◆ Task objective ◆
Please repeat the data exactly. Any picture in it stays out.

◆ Extracted material ◆
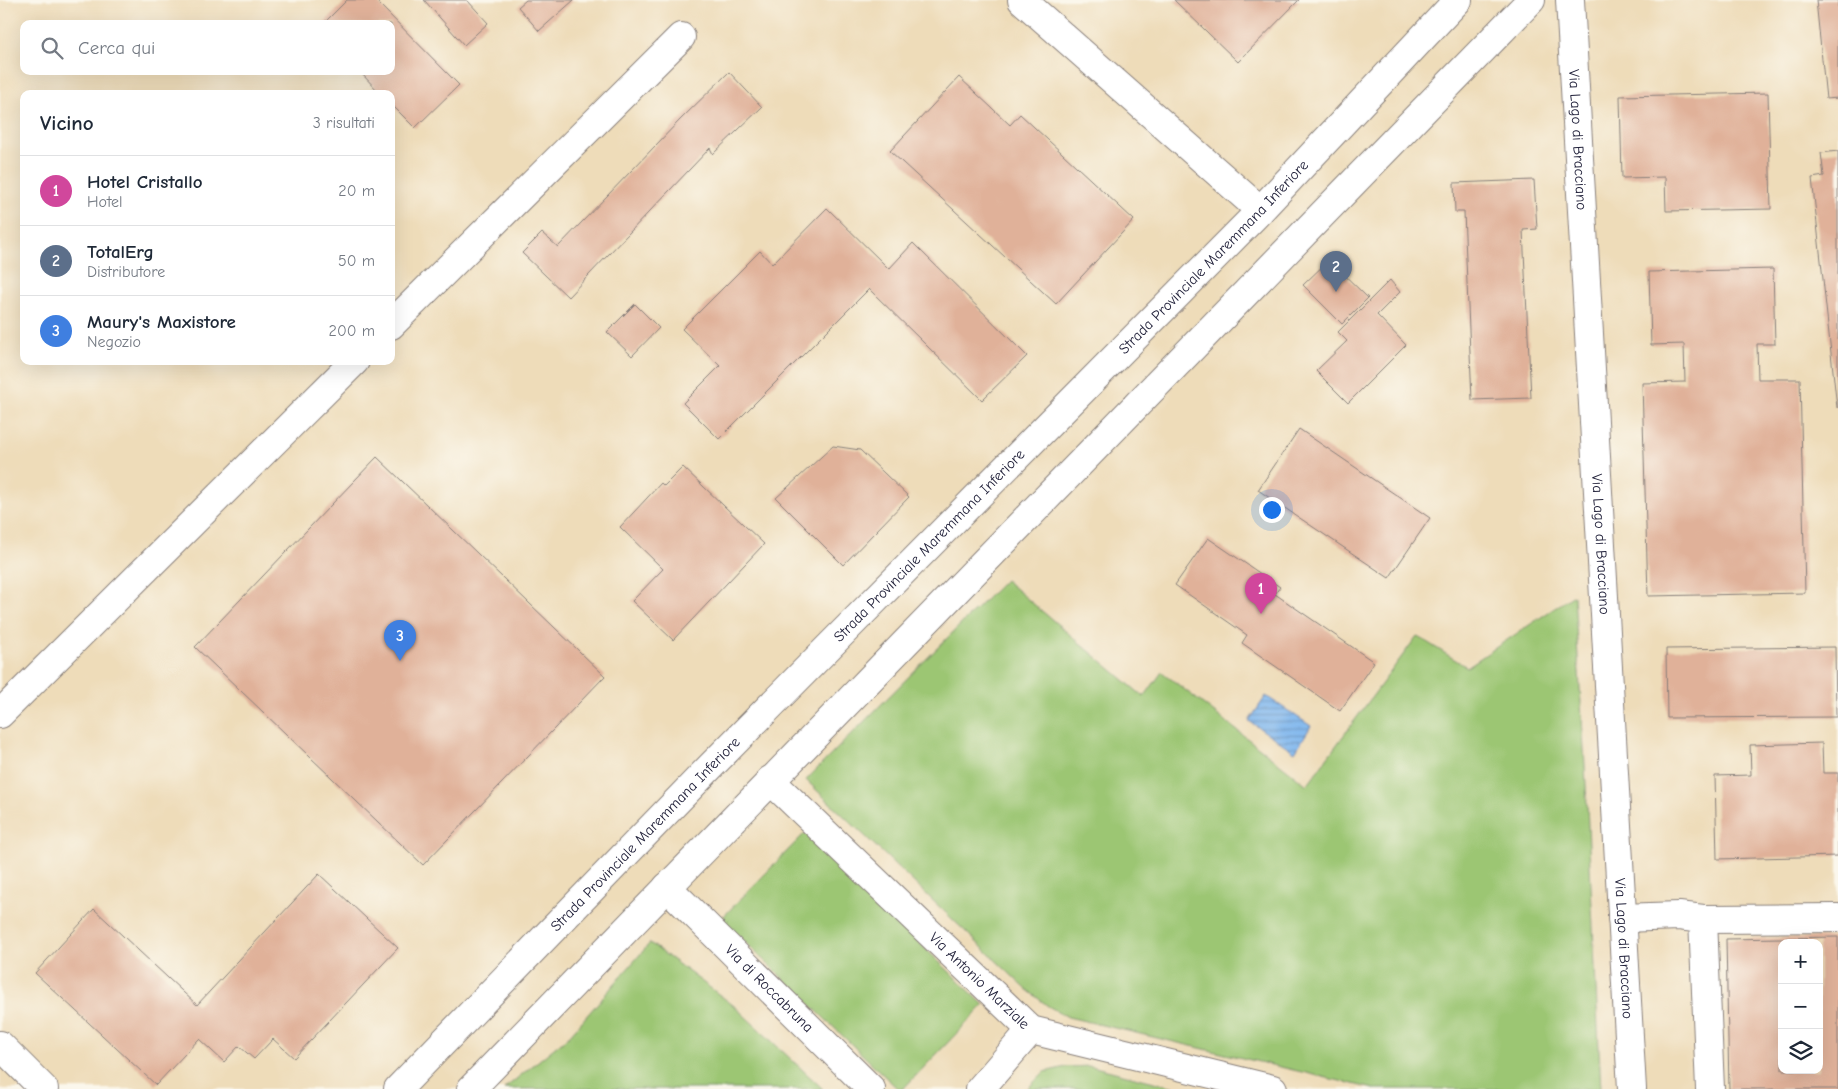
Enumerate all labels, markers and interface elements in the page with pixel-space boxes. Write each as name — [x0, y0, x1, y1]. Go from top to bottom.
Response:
search box — [20, 20, 395, 75]
icon: search — [38, 34, 66, 62]
text: Cerca qui — [78, 37, 155, 59]
street label: Via Lago di Bracciano — [1565, 69, 1591, 211]
text: Vicino — [40, 111, 94, 135]
text: 3 risultati — [313, 114, 375, 132]
street label: Strada Provinciale Maremmana Inferiore — [1115, 156, 1312, 358]
text: Hotel Cristallo — [87, 171, 203, 193]
text: 1 — [53, 182, 59, 200]
text: 20 m — [338, 182, 375, 200]
text: Hotel — [87, 193, 123, 211]
text: TotalErg — [87, 241, 154, 263]
pin: 2 — [1320, 251, 1352, 292]
text: 2 — [52, 252, 60, 270]
text: 50 m — [338, 252, 375, 270]
text: Distributore — [87, 263, 165, 281]
text: Maury's Maxistore — [87, 311, 236, 333]
text: 3 — [52, 322, 60, 340]
text: 200 m — [329, 322, 375, 340]
text: Negozio — [87, 333, 141, 351]
street label: Strada Provinciale Maremmana Inferiore — [830, 445, 1029, 646]
street label: Via Lago di Bracciano — [1588, 473, 1614, 615]
your location — [1259, 497, 1285, 523]
pin: 1 — [1245, 573, 1277, 614]
pin: 3 — [384, 620, 416, 661]
street label: Strada Provinciale Maremmana Inferiore — [547, 733, 744, 935]
street label: Via Lago di Bracciano — [1611, 878, 1637, 1019]
street label: Via Antonio Marziale — [925, 928, 1034, 1033]
map controls — [1778, 939, 1823, 1074]
button: + — [1778, 939, 1823, 984]
street label: Via di Roccabruna — [721, 941, 817, 1036]
button: − — [1778, 984, 1823, 1029]
button: layers — [1778, 1029, 1823, 1074]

◆ Answer ◆
Enumerate all labels, markers and interface elements in the page with pixel-space boxes. Write each as name — [x0, y0, x1, y1]. Go from top to bottom.
Response:
search box — [20, 20, 395, 75]
icon: search — [38, 34, 66, 62]
text: Cerca qui — [78, 37, 155, 59]
street label: Via Lago di Bracciano — [1565, 69, 1591, 211]
text: Vicino — [40, 111, 94, 135]
text: 3 risultati — [313, 114, 375, 132]
street label: Strada Provinciale Maremmana Inferiore — [1115, 156, 1312, 358]
text: Hotel Cristallo — [87, 171, 203, 193]
text: 1 — [53, 182, 59, 200]
text: 20 m — [338, 182, 375, 200]
text: Hotel — [87, 193, 123, 211]
text: TotalErg — [87, 241, 154, 263]
pin: 2 — [1320, 251, 1352, 292]
text: 2 — [52, 252, 60, 270]
text: 50 m — [338, 252, 375, 270]
text: Distributore — [87, 263, 165, 281]
text: Maury's Maxistore — [87, 311, 236, 333]
text: 3 — [52, 322, 60, 340]
text: 200 m — [329, 322, 375, 340]
text: Negozio — [87, 333, 141, 351]
street label: Strada Provinciale Maremmana Inferiore — [830, 445, 1029, 646]
street label: Via Lago di Bracciano — [1588, 473, 1614, 615]
your location — [1259, 497, 1285, 523]
pin: 1 — [1245, 573, 1277, 614]
pin: 3 — [384, 620, 416, 661]
street label: Strada Provinciale Maremmana Inferiore — [547, 733, 744, 935]
street label: Via Lago di Bracciano — [1611, 878, 1637, 1019]
street label: Via Antonio Marziale — [925, 928, 1034, 1033]
map controls — [1778, 939, 1823, 1074]
button: + — [1778, 939, 1823, 984]
street label: Via di Roccabruna — [721, 941, 817, 1036]
button: − — [1778, 984, 1823, 1029]
button: layers — [1778, 1029, 1823, 1074]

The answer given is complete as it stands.